Share

6. Kejadian Memalukan

Davina duduk di kursi tunggu rumah sakit dengan perasaan gelisah, ia khawatir pria bernama Sean yang telah menyelamatkannya dari kejaran antek-antek musuhnya beberapa saat yang lalu itu mati sebab ia tak mau berhutang kepada seseorang. Apalagi orang itu merupakan orang yang baru dikenalnya.

Di tengah kegelisahannya Davina dihampiri oleh dua orang perempuan berpakaian putih yang menyerahkan kepadanya sebuah dompet dan ponsel milik Sean yang sekarang masih berada di ruang operasi.

"Miss, ini dompet dan ponsel milik tuan anda, saya pikir lebih baik dititipkan pada anda."

Davina menatap sengit wajah suster yang mengatakan kalau Sean adalah majikannya, What the hell!
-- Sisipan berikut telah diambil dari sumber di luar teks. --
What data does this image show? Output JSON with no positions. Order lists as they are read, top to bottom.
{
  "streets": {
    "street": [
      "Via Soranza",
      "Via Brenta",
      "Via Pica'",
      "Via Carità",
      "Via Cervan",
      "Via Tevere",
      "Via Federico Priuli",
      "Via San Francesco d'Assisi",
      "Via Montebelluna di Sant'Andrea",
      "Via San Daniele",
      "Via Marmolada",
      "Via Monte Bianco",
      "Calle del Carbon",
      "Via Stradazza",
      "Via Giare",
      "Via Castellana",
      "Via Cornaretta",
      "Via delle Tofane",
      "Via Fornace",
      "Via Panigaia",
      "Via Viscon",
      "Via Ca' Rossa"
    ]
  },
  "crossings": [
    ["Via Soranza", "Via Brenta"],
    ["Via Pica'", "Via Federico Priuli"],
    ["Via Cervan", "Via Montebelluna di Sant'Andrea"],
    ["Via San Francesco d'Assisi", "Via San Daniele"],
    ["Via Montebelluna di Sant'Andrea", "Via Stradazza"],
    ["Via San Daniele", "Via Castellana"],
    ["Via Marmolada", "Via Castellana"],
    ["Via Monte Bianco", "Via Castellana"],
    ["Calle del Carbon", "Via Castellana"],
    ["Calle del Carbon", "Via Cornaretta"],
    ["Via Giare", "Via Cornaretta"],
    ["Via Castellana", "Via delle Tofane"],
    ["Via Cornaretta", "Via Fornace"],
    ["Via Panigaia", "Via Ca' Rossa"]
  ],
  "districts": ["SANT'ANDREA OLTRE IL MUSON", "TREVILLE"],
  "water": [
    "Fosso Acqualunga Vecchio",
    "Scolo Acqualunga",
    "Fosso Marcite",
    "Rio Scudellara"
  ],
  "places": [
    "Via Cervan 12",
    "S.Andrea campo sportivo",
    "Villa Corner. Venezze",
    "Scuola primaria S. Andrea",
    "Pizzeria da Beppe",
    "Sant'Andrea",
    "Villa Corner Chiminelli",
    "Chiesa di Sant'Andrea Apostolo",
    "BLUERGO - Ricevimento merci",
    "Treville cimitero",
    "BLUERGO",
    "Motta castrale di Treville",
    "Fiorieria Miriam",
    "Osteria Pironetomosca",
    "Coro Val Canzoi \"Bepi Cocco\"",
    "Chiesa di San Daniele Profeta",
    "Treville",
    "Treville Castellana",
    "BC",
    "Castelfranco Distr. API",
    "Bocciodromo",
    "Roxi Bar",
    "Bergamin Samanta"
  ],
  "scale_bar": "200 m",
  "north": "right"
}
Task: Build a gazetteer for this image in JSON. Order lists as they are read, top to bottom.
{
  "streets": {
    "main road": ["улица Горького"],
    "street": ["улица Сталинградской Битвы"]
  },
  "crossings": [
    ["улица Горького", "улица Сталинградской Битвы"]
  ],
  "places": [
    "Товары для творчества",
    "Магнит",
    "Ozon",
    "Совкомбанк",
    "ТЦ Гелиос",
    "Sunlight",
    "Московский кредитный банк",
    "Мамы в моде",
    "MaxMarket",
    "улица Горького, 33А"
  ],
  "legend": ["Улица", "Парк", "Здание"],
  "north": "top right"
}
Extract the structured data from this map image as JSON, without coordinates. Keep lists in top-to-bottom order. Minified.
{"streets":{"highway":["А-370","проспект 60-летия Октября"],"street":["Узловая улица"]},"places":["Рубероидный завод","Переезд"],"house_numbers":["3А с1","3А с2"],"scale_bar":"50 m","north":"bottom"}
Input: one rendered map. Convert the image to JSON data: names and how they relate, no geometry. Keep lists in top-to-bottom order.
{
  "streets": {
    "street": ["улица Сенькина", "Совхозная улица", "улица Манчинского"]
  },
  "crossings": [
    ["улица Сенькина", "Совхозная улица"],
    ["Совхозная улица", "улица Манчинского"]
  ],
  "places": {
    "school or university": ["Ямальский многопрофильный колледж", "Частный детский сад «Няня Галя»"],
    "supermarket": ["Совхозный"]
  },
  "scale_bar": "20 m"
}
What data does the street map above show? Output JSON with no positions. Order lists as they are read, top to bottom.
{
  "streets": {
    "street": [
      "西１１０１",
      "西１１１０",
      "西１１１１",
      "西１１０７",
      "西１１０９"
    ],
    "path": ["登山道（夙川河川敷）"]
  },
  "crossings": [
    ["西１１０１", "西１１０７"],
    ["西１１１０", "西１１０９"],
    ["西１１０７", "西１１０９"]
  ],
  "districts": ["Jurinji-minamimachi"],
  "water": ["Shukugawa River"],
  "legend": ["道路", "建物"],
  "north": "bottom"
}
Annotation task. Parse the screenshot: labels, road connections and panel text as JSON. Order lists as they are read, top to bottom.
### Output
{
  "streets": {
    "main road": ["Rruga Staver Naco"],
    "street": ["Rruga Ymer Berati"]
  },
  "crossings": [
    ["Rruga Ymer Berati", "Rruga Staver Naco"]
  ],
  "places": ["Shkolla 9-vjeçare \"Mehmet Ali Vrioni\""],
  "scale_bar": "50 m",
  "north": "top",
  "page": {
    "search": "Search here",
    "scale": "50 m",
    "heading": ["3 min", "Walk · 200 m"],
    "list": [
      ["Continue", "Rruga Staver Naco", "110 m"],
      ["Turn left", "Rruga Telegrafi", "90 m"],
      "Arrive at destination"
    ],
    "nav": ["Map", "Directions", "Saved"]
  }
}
Sejak kapan ia beralih menjadi pembantu! Ini semua pasti gara-gara baju pelayan yang masih menempel di tubuhnya. Dalam hati Davina mengutuk habis-habisan baju yang dipakainya untuk menyamar itu.

Tapi Davina terlalu lelah untuk berdebat, akhirnya ia menerima dompet dan ponsel milik Sean tersebut tanpa bicara apa-apa, ia lalu dengan mudah mengetahui password ponsel Sean kemudian mencari nomor teman Sean yang sekiranya bisa dimintai bantuan.

"Halo, ada apa bro?" tanya suara maskulin di seberang telfon.

"Halo, aku kenalannya Sean, hanya ingin memberitahukan kalau Sean tertembak dan sekarang sedang menjalani operasi pengangkatan peluru di rumah sakit Artemis, bisakah kau ke sini?" Davina menjelaskan secara rinci soal apa yang terjadi pada Sean.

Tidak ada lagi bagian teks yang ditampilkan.